→ **EXERCISE**
Scan the entries for lines containing the string "Шеста". Reply with how many there are, and nothing else.

***** INFORMATION GIVEN

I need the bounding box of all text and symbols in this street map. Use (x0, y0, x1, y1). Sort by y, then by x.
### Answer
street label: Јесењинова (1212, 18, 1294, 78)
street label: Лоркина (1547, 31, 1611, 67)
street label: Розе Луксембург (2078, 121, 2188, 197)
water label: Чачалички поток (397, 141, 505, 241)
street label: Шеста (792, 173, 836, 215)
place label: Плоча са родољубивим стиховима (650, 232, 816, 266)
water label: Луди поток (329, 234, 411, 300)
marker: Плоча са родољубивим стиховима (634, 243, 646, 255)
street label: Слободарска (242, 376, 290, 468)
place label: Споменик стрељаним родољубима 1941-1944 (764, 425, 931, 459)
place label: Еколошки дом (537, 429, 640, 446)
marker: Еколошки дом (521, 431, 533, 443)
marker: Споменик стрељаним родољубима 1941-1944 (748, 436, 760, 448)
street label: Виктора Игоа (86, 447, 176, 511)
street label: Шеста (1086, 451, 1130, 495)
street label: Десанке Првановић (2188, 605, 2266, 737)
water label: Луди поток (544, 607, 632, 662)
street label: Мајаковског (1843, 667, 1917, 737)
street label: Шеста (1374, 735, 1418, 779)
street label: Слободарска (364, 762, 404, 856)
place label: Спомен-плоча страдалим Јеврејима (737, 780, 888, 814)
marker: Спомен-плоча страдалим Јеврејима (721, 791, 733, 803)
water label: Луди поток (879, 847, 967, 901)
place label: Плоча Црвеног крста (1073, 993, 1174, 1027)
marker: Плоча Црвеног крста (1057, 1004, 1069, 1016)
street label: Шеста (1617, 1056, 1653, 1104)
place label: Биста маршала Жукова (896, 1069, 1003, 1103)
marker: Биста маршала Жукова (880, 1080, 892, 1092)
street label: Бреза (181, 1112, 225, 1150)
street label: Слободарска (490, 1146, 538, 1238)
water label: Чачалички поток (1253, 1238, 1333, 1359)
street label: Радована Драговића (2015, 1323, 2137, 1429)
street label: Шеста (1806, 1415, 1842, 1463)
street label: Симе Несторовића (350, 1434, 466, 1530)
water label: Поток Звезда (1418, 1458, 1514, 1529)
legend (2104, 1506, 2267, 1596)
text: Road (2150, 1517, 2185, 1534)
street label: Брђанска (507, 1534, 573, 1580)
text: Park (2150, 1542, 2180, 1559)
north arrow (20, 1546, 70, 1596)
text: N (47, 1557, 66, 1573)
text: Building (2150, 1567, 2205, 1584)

**********

→ **TASK RESULT**
5